Collected data entries
___
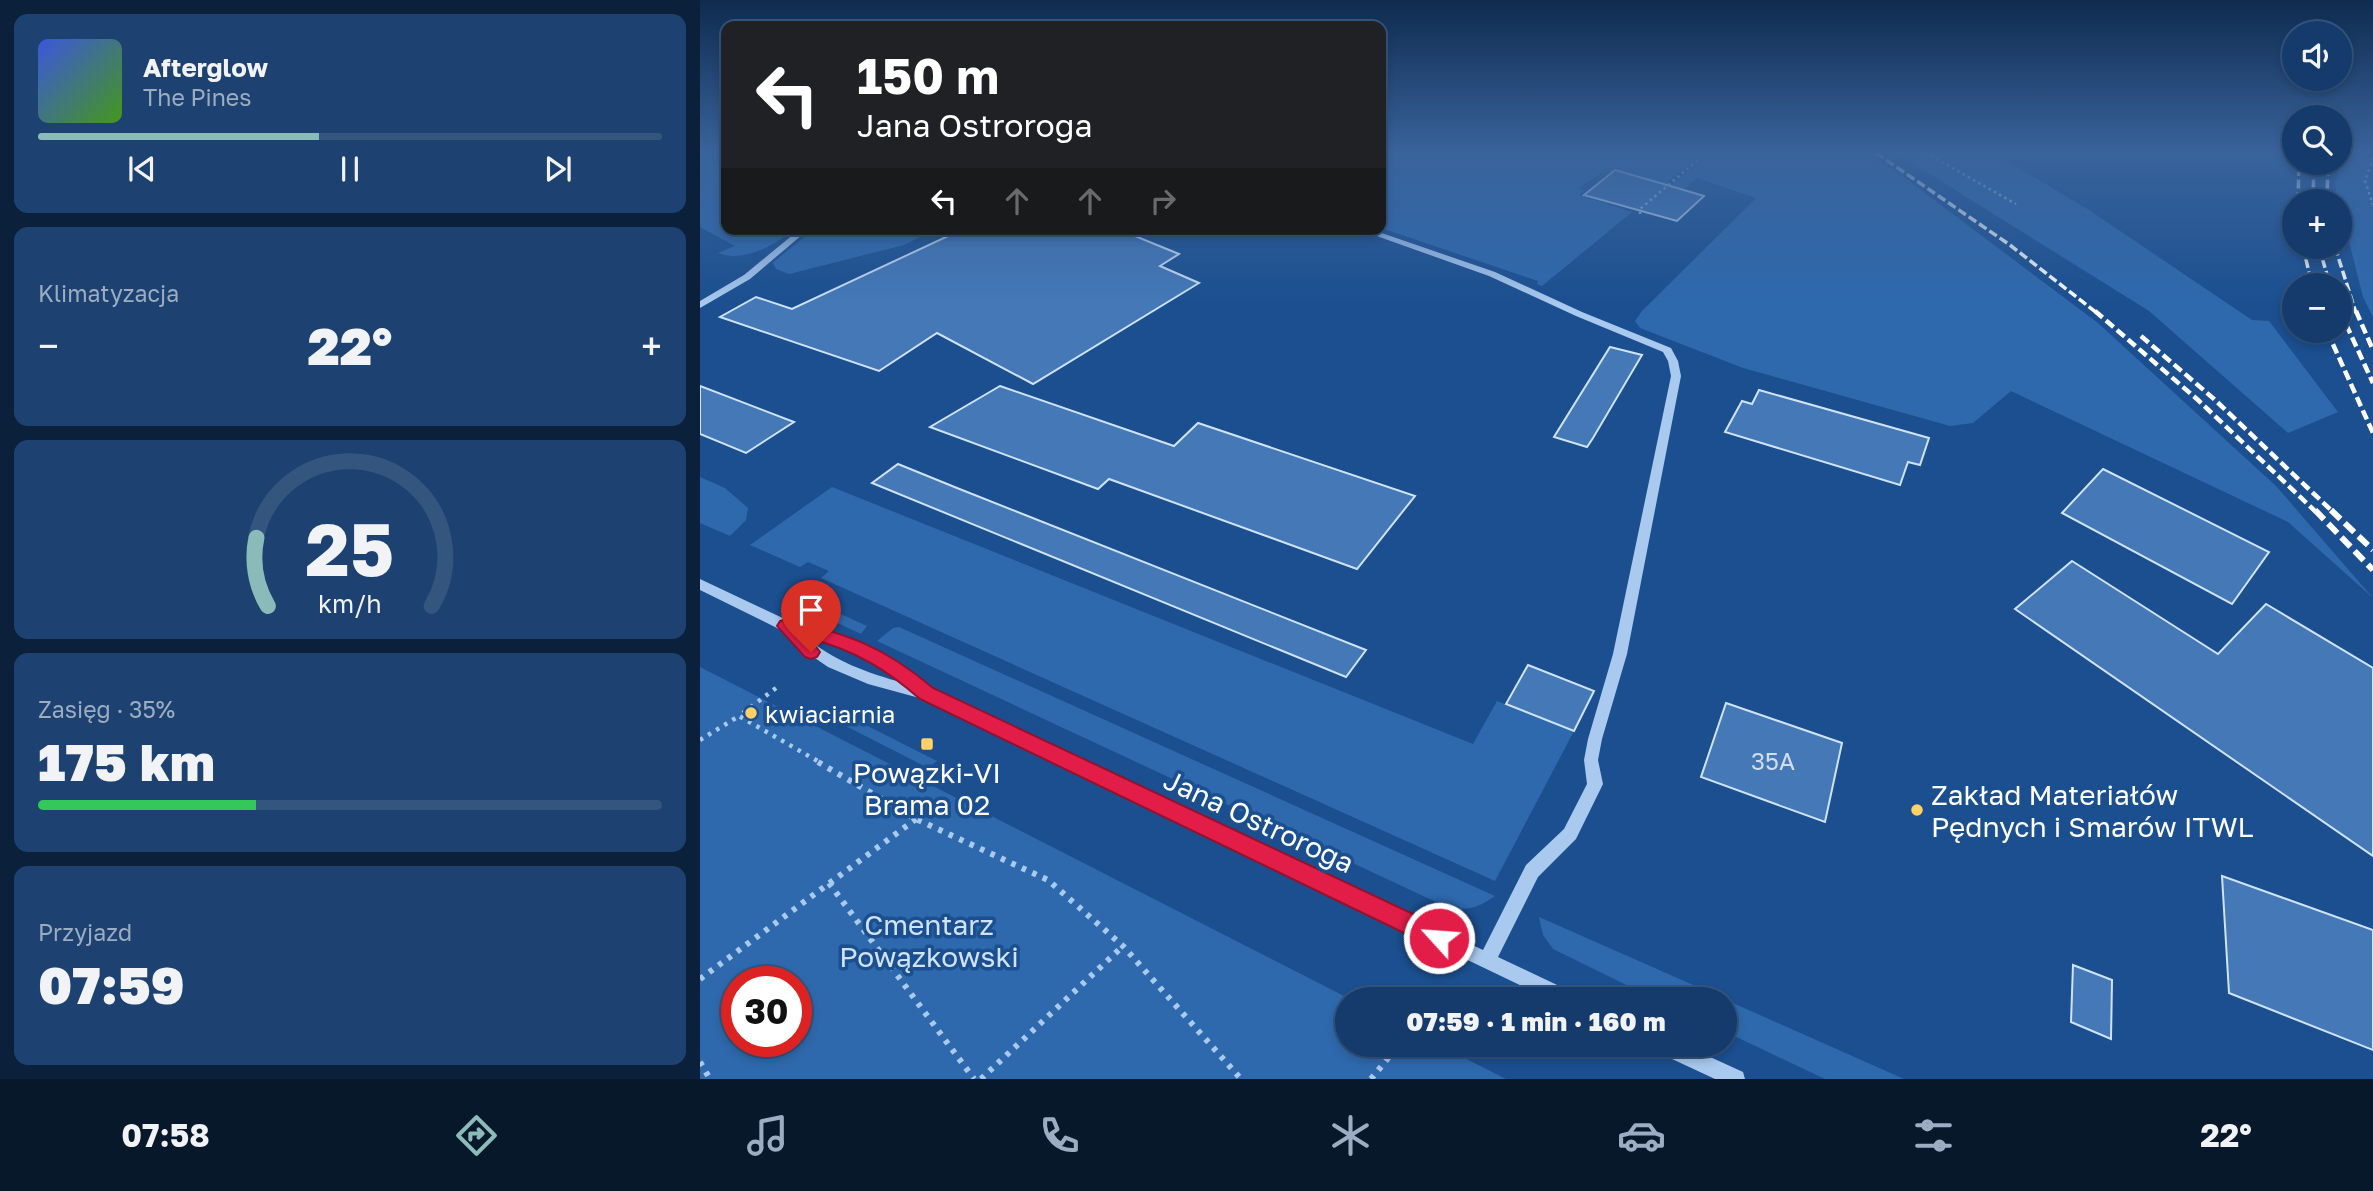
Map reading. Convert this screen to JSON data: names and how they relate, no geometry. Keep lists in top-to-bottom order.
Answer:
{
  "streets": {
    "street": ["Jana Ostroroga"]
  },
  "parks": ["Cmentarz Powązkowski"],
  "places": {
    "other": ["kwiaciarnia", "Zakład Materiałów Pędnych i Smarów ITWL"],
    "transit": ["Powązki-VI Brama 02"]
  },
  "house_numbers": ["35A"],
  "page": {
    "map_buttons": ["+", "−"],
    "turn": ["150 m", "Jana Ostroroga"],
    "song": ["Afterglow", "The Pines"],
    "tile": [
      "Klimatyzacja",
      ["Zasięg · 35%", "175 km"],
      ["Przyjazd", "07:59"]
    ],
    "heat": ["−", "22°", "+"],
    "limit": "30",
    "trip": "07:59 · 1 min · 160 m",
    "tabs": ["07:58", "22°"],
    "gauge": ["25", "km/h"]
  }
}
___
GOAL OF THE EXERCISE -
Keep every word of the records exact as you write them out, but drop the pictures.

WORKED SOLUTION -
Map reading. Convert this screen to JSON data: names and how they relate, no geometry. Keep lists in top-to-bottom order.
Answer:
{
  "streets": {
    "street": ["Jana Ostroroga"]
  },
  "parks": ["Cmentarz Powązkowski"],
  "places": {
    "other": ["kwiaciarnia", "Zakład Materiałów Pędnych i Smarów ITWL"],
    "transit": ["Powązki-VI Brama 02"]
  },
  "house_numbers": ["35A"],
  "page": {
    "map_buttons": ["+", "−"],
    "turn": ["150 m", "Jana Ostroroga"],
    "song": ["Afterglow", "The Pines"],
    "tile": [
      "Klimatyzacja",
      ["Zasięg · 35%", "175 km"],
      ["Przyjazd", "07:59"]
    ],
    "heat": ["−", "22°", "+"],
    "limit": "30",
    "trip": "07:59 · 1 min · 160 m",
    "tabs": ["07:58", "22°"],
    "gauge": ["25", "km/h"]
  }
}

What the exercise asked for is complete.